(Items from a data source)
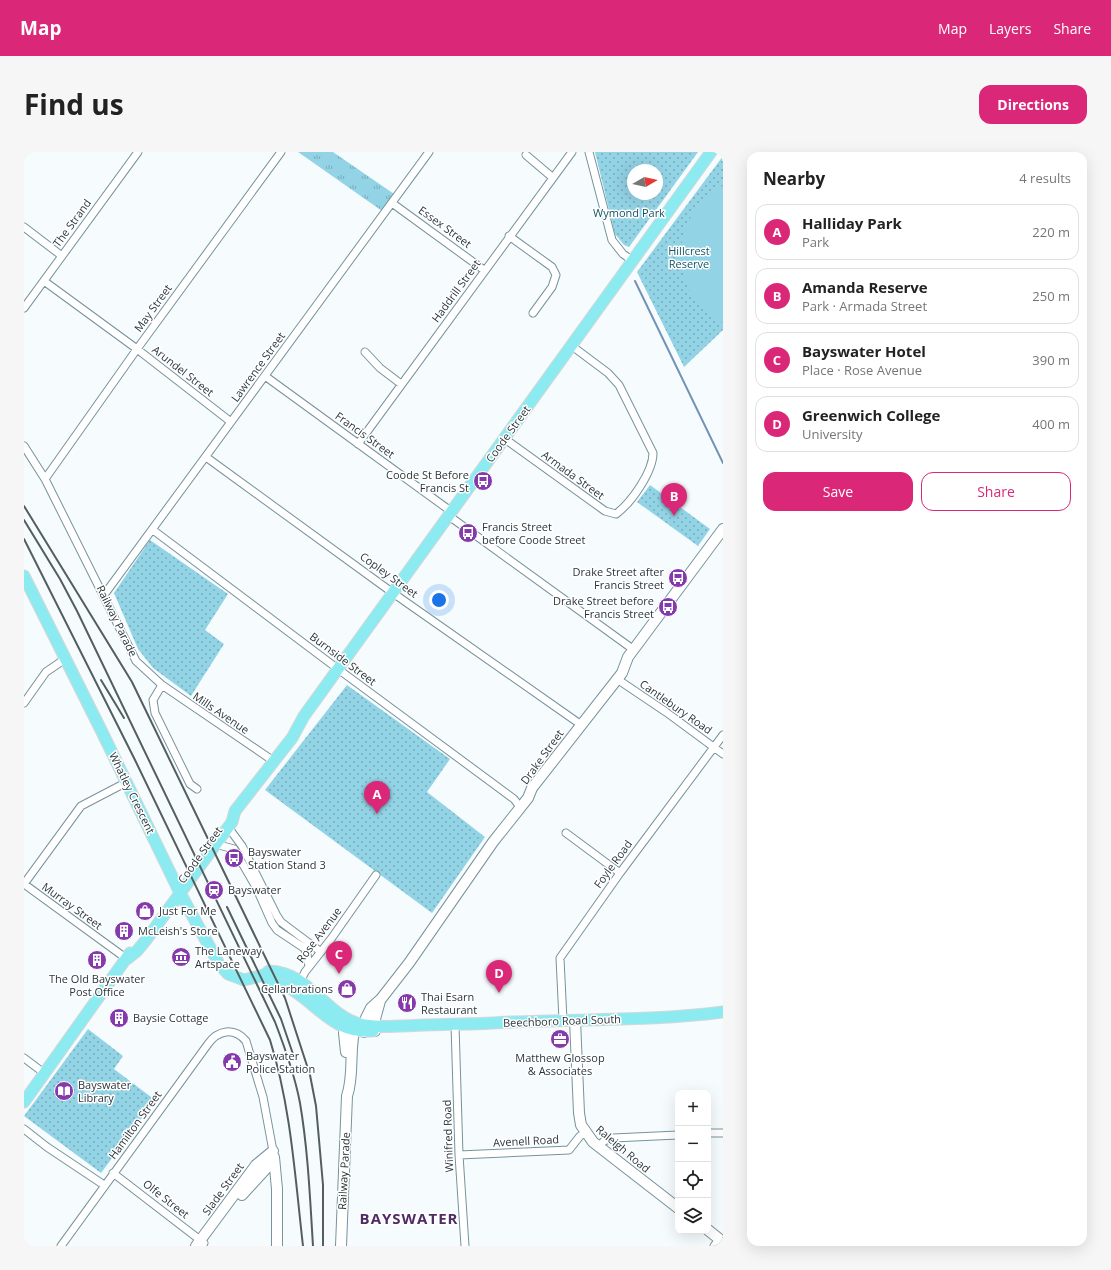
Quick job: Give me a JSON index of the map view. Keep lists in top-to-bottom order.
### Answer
{
  "streets": {
    "main road": ["Coode Street", "Whatley Crescent", "Beechboro Road South"],
    "street": [
      "The Strand",
      "Essex Street",
      "Haddrill Street",
      "May Street",
      "Lawrence Street",
      "Arundel Street",
      "Francis Street",
      "Armada Street",
      "Copley Street",
      "Railway Parade",
      "Burnside Street",
      "Cantlebury Road",
      "Mills Avenue",
      "Drake Street",
      "Foyle Road",
      "Murray Street",
      "Rose Avenue",
      "Hamilton Street",
      "Winifred Road",
      "Avenell Road",
      "Raleigh Road",
      "Slade Street",
      "Olfe Street"
    ]
  },
  "crossings": [
    ["The Strand", "Arundel Street"],
    ["Essex Street", "Haddrill Street"],
    ["Essex Street", "Lawrence Street"],
    ["Haddrill Street", "Francis Street"],
    ["May Street", "Arundel Street"],
    ["May Street", "Railway Parade"],
    ["Lawrence Street", "Arundel Street"],
    ["Lawrence Street", "Francis Street"],
    ["Lawrence Street", "Copley Street"],
    ["Lawrence Street", "Railway Parade"],
    ["Lawrence Street", "Burnside Street"],
    ["Coode Street", "Francis Street"],
    ["Coode Street", "Armada Street"],
    ["Coode Street", "Copley Street"],
    ["Coode Street", "Burnside Street"],
    ["Coode Street", "Mills Avenue"],
    ["Coode Street", "Whatley Crescent"],
    ["Coode Street", "Murray Street"],
    ["Francis Street", "Drake Street"],
    ["Copley Street", "Drake Street"],
    ["Railway Parade", "Mills Avenue"],
    ["Railway Parade", "Drake Street"],
    ["Railway Parade", "Beechboro Road South"],
    ["Burnside Street", "Drake Street"],
    ["Cantlebury Road", "Drake Street"],
    ["Cantlebury Road", "Foyle Road"],
    ["Drake Street", "Beechboro Road South"],
    ["Whatley Crescent", "Rose Avenue"],
    ["Foyle Road", "Beechboro Road South"],
    ["Beechboro Road South", "Winifred Road"],
    ["Beechboro Road South", "Raleigh Road"],
    ["Hamilton Street", "Slade Street"],
    ["Hamilton Street", "Olfe Street"],
    ["Winifred Road", "Avenell Road"],
    ["Avenell Road", "Raleigh Road"],
    ["Slade Street", "Olfe Street"]
  ],
  "districts": ["BAYSWATER"],
  "parks": ["Wymond Park", "Hillcrest Reserve"],
  "places": {
    "bus stop": [
      "Coode St Before Francis St",
      "Francis Street before Coode Street",
      "Drake Street after Francis Street",
      "Drake Street before Francis Street",
      "Bayswater Station Stand 3"
    ],
    "station": ["Bayswater"],
    "shop": ["Just For Me", "Cellarbrations"],
    "building": ["McLeish's Store", "The Old Bayswater Post Office", "Baysie Cottage"],
    "museum": ["The Laneway Artspace"],
    "restaurant": ["Thai Esarn Restaurant"],
    "office": ["Matthew Glossop & Associates"],
    "public building": ["Bayswater Police Station"],
    "library": ["Bayswater Library"]
  },
  "north": "right",
  "page": {
    "header": "Map",
    "nav": ["Map", "Layers", "Share"],
    "title": "Find us",
    "buttons": [
      "Directions",
      ["Save", "Share"]
    ],
    "heading": ["Nearby", "4 results"],
    "list": [
      {
        "mark": "A",
        "name": "Halliday Park",
        "note": "Park",
        "value": "220 m"
      },
      {
        "mark": "B",
        "name": "Amanda Reserve",
        "note": "Park · Armada Street",
        "value": "250 m"
      },
      {
        "mark": "C",
        "name": "Bayswater Hotel",
        "note": "Place · Rose Avenue",
        "value": "390 m"
      },
      {
        "mark": "D",
        "name": "Greenwich College",
        "note": "University",
        "value": "400 m"
      }
    ],
    "pins": [
      "B",
      "A",
      "C",
      "D"
    ],
    "map_buttons": ["+", "−"]
  }
}
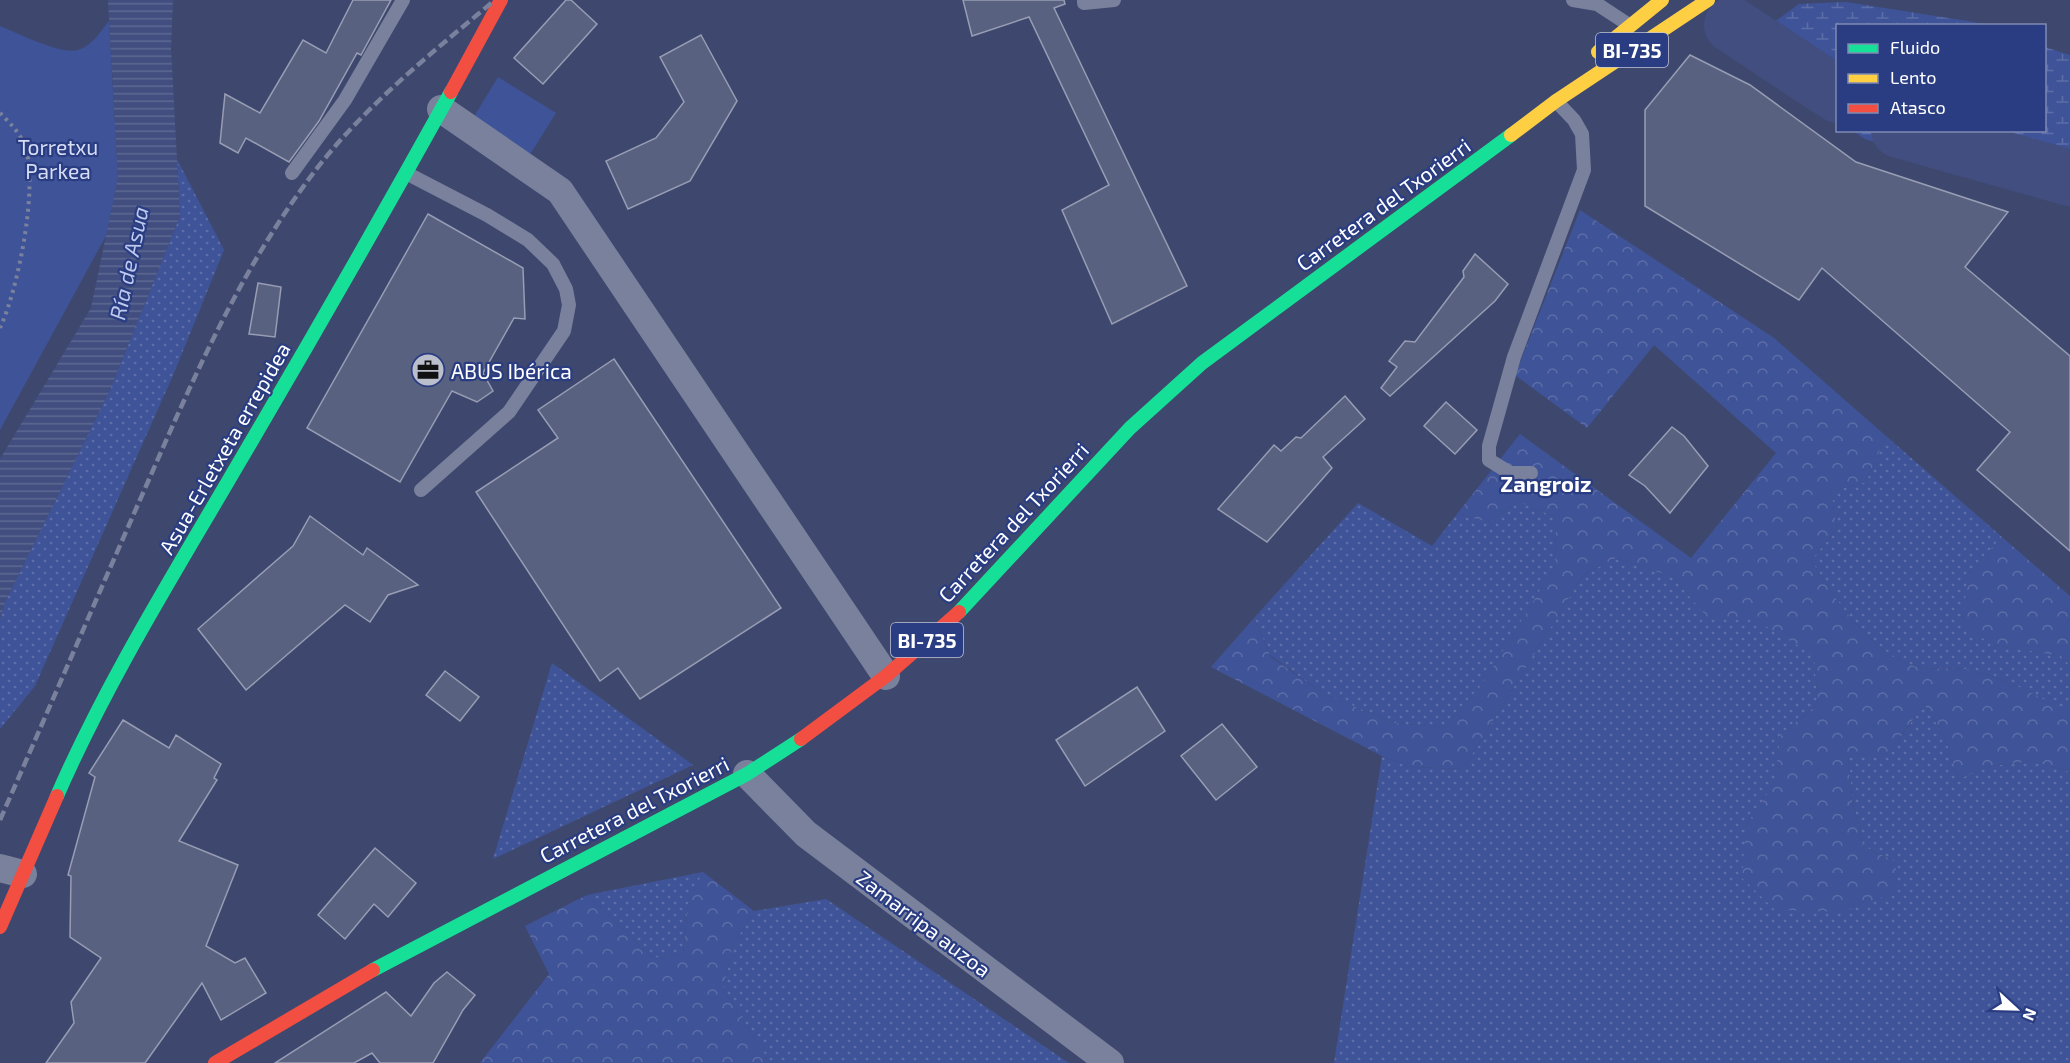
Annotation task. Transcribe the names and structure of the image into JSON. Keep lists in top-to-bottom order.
{
  "streets": {
    "main road": ["BI-735", "Carretera del Txorierri", "Asua-Erletxeta errepidea"],
    "street": ["Zamarripa auzoa"]
  },
  "crossings": [
    ["BI-735", "Carretera del Txorierri"],
    ["Carretera del Txorierri", "Zamarripa auzoa"]
  ],
  "districts": ["Zangroiz"],
  "water": ["Ría de Asua"],
  "parks": ["Torretxu Parkea"],
  "places": {
    "office": ["ABUS Ibérica"]
  },
  "legend": ["Fluido", "Lento", "Atasco"],
  "north": "right"
}
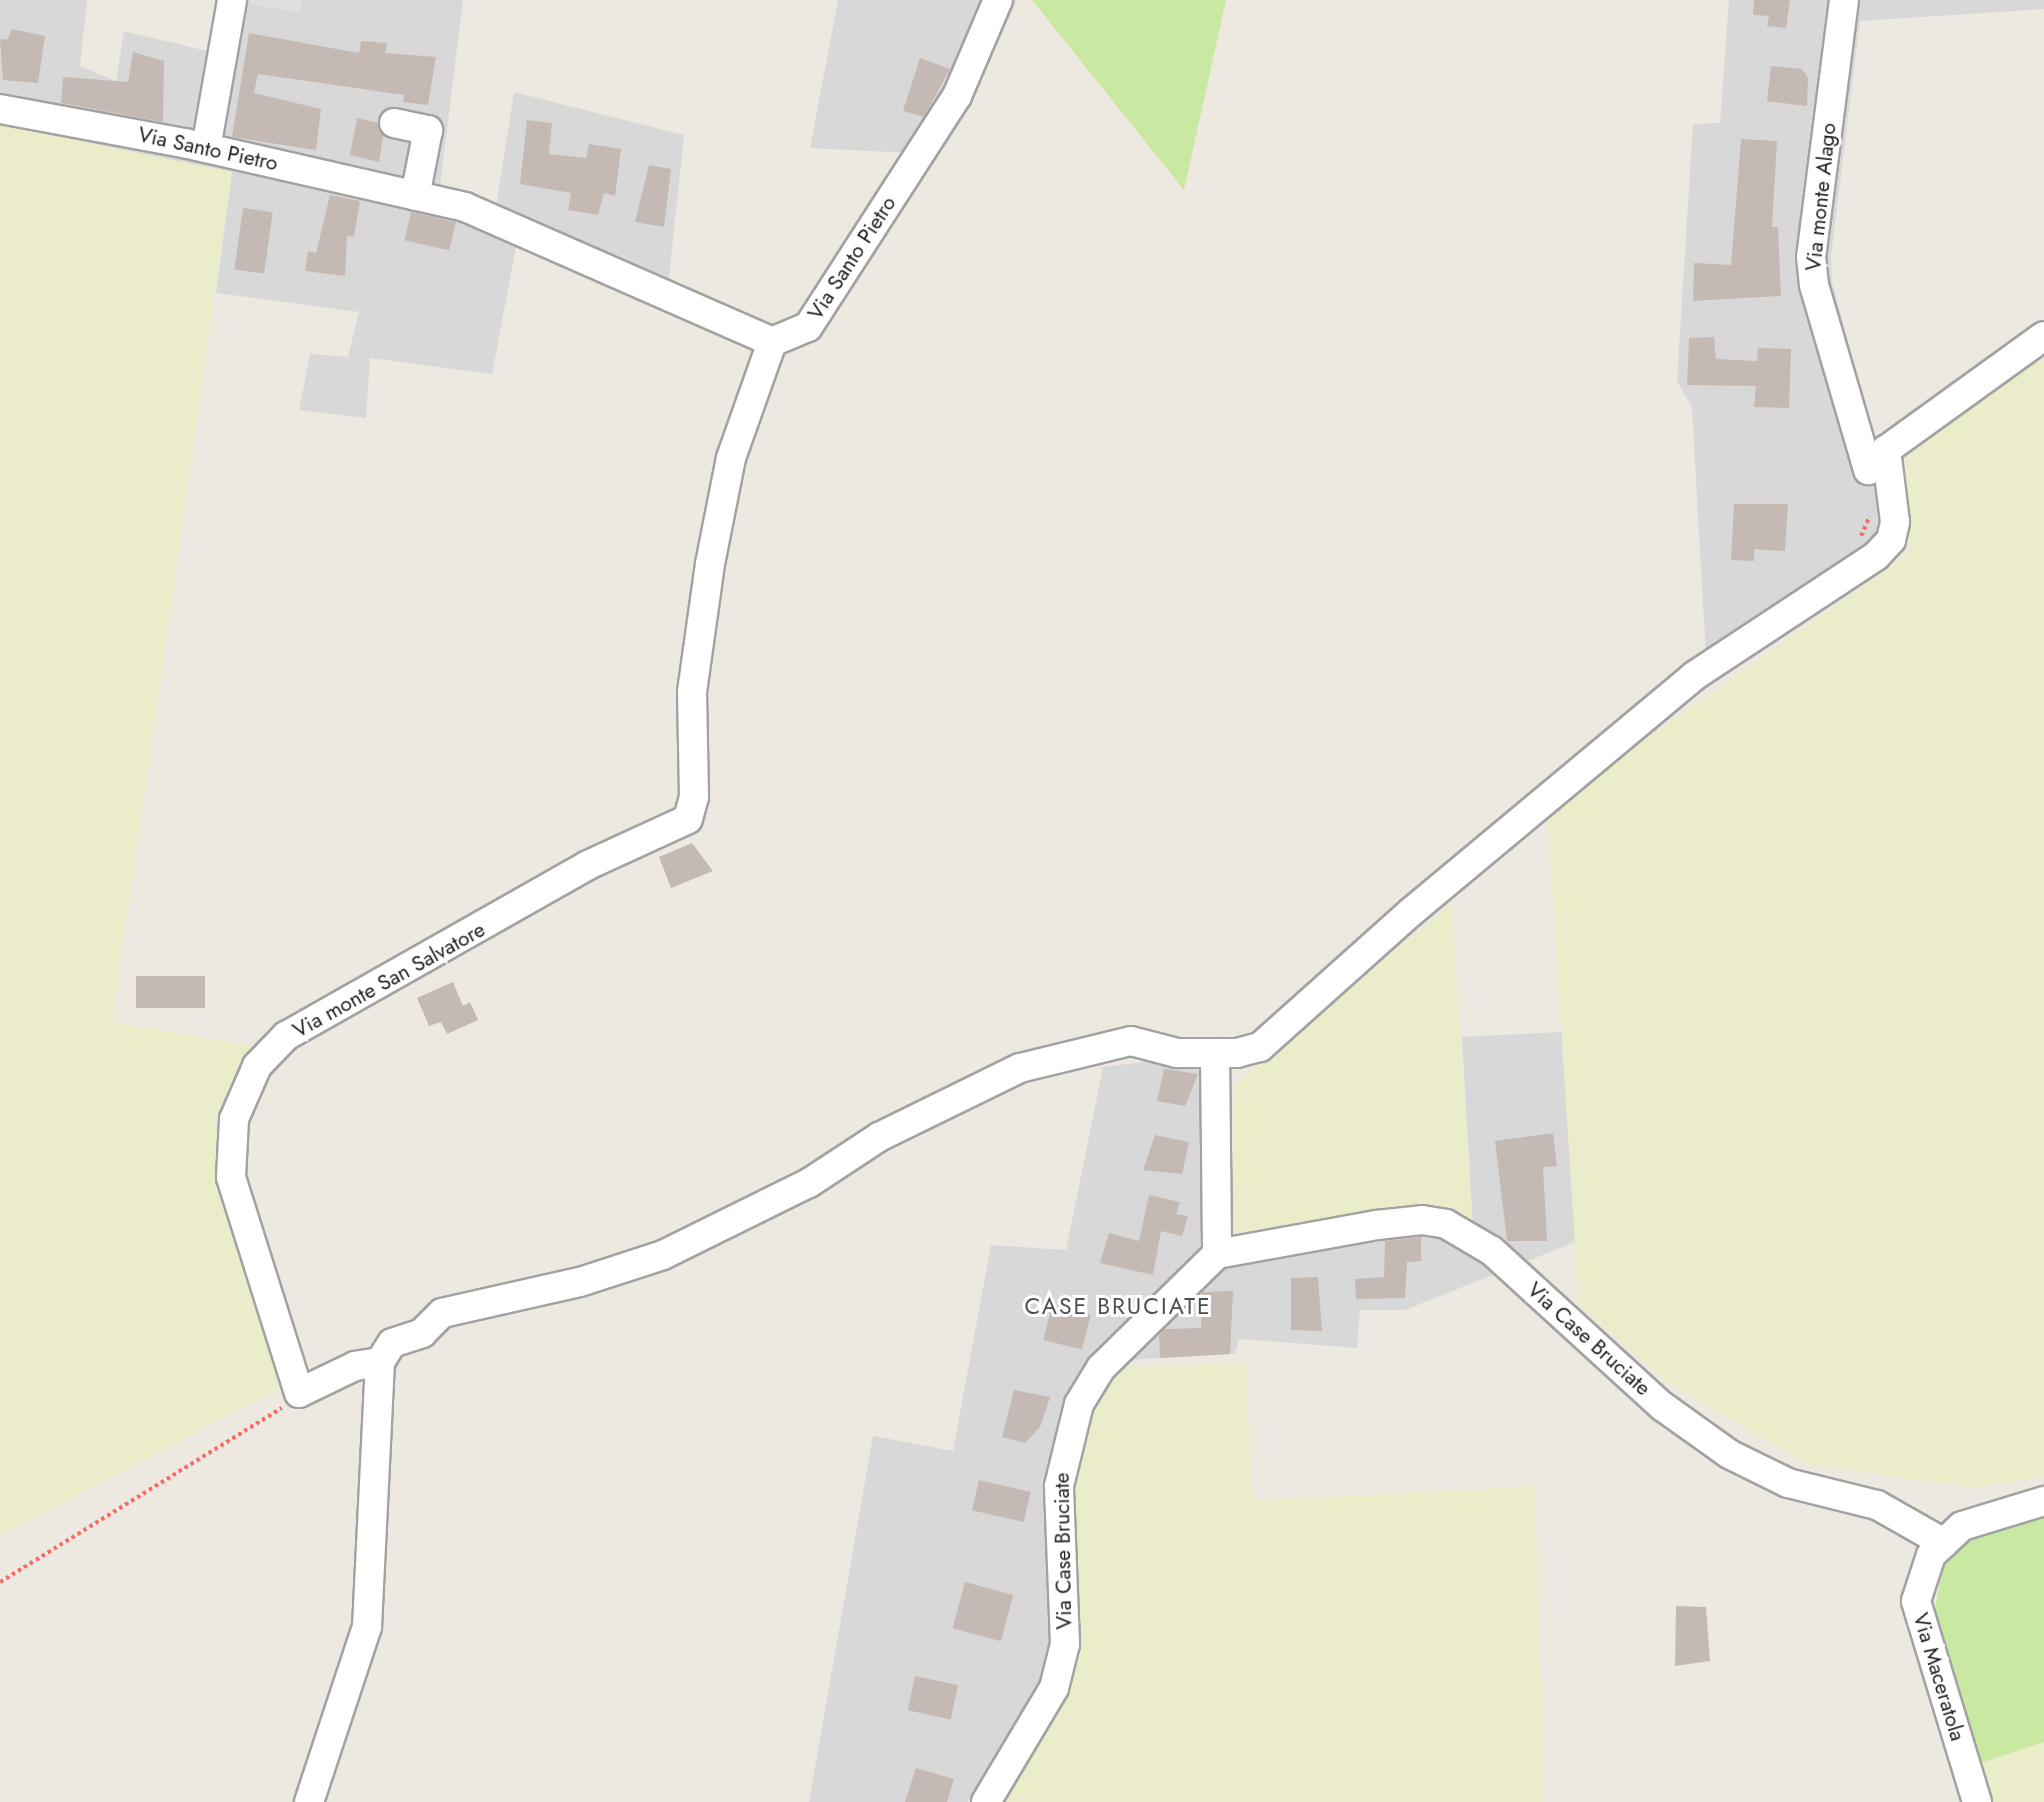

__Exercise aim__: The result should be the same data as above, line for line, with the pictures gone.

__Exercise result__:
Quick job: Give me a JSON index of the map view. Keep lists in top-to-bottom order.
### Answer
{
  "streets": {
    "main road": ["Coode Street", "Whatley Crescent", "Beechboro Road South"],
    "street": [
      "The Strand",
      "Essex Street",
      "Haddrill Street",
      "May Street",
      "Lawrence Street",
      "Arundel Street",
      "Francis Street",
      "Armada Street",
      "Copley Street",
      "Railway Parade",
      "Burnside Street",
      "Cantlebury Road",
      "Mills Avenue",
      "Drake Street",
      "Foyle Road",
      "Murray Street",
      "Rose Avenue",
      "Hamilton Street",
      "Winifred Road",
      "Avenell Road",
      "Raleigh Road",
      "Slade Street",
      "Olfe Street"
    ]
  },
  "crossings": [
    ["The Strand", "Arundel Street"],
    ["Essex Street", "Haddrill Street"],
    ["Essex Street", "Lawrence Street"],
    ["Haddrill Street", "Francis Street"],
    ["May Street", "Arundel Street"],
    ["May Street", "Railway Parade"],
    ["Lawrence Street", "Arundel Street"],
    ["Lawrence Street", "Francis Street"],
    ["Lawrence Street", "Copley Street"],
    ["Lawrence Street", "Railway Parade"],
    ["Lawrence Street", "Burnside Street"],
    ["Coode Street", "Francis Street"],
    ["Coode Street", "Armada Street"],
    ["Coode Street", "Copley Street"],
    ["Coode Street", "Burnside Street"],
    ["Coode Street", "Mills Avenue"],
    ["Coode Street", "Whatley Crescent"],
    ["Coode Street", "Murray Street"],
    ["Francis Street", "Drake Street"],
    ["Copley Street", "Drake Street"],
    ["Railway Parade", "Mills Avenue"],
    ["Railway Parade", "Drake Street"],
    ["Railway Parade", "Beechboro Road South"],
    ["Burnside Street", "Drake Street"],
    ["Cantlebury Road", "Drake Street"],
    ["Cantlebury Road", "Foyle Road"],
    ["Drake Street", "Beechboro Road South"],
    ["Whatley Crescent", "Rose Avenue"],
    ["Foyle Road", "Beechboro Road South"],
    ["Beechboro Road South", "Winifred Road"],
    ["Beechboro Road South", "Raleigh Road"],
    ["Hamilton Street", "Slade Street"],
    ["Hamilton Street", "Olfe Street"],
    ["Winifred Road", "Avenell Road"],
    ["Avenell Road", "Raleigh Road"],
    ["Slade Street", "Olfe Street"]
  ],
  "districts": ["BAYSWATER"],
  "parks": ["Wymond Park", "Hillcrest Reserve"],
  "places": {
    "bus stop": [
      "Coode St Before Francis St",
      "Francis Street before Coode Street",
      "Drake Street after Francis Street",
      "Drake Street before Francis Street",
      "Bayswater Station Stand 3"
    ],
    "station": ["Bayswater"],
    "shop": ["Just For Me", "Cellarbrations"],
    "building": ["McLeish's Store", "The Old Bayswater Post Office", "Baysie Cottage"],
    "museum": ["The Laneway Artspace"],
    "restaurant": ["Thai Esarn Restaurant"],
    "office": ["Matthew Glossop & Associates"],
    "public building": ["Bayswater Police Station"],
    "library": ["Bayswater Library"]
  },
  "north": "right",
  "page": {
    "header": "Map",
    "nav": ["Map", "Layers", "Share"],
    "title": "Find us",
    "buttons": [
      "Directions",
      ["Save", "Share"]
    ],
    "heading": ["Nearby", "4 results"],
    "list": [
      {
        "mark": "A",
        "name": "Halliday Park",
        "note": "Park",
        "value": "220 m"
      },
      {
        "mark": "B",
        "name": "Amanda Reserve",
        "note": "Park · Armada Street",
        "value": "250 m"
      },
      {
        "mark": "C",
        "name": "Bayswater Hotel",
        "note": "Place · Rose Avenue",
        "value": "390 m"
      },
      {
        "mark": "D",
        "name": "Greenwich College",
        "note": "University",
        "value": "400 m"
      }
    ],
    "pins": [
      "B",
      "A",
      "C",
      "D"
    ],
    "map_buttons": ["+", "−"]
  }
}
Annotation task. Transcribe the names and structure of the image into JSON. Keep lists in top-to-bottom order.
{
  "streets": {
    "main road": ["BI-735", "Carretera del Txorierri", "Asua-Erletxeta errepidea"],
    "street": ["Zamarripa auzoa"]
  },
  "crossings": [
    ["BI-735", "Carretera del Txorierri"],
    ["Carretera del Txorierri", "Zamarripa auzoa"]
  ],
  "districts": ["Zangroiz"],
  "water": ["Ría de Asua"],
  "parks": ["Torretxu Parkea"],
  "places": {
    "office": ["ABUS Ibérica"]
  },
  "legend": ["Fluido", "Lento", "Atasco"],
  "north": "right"
}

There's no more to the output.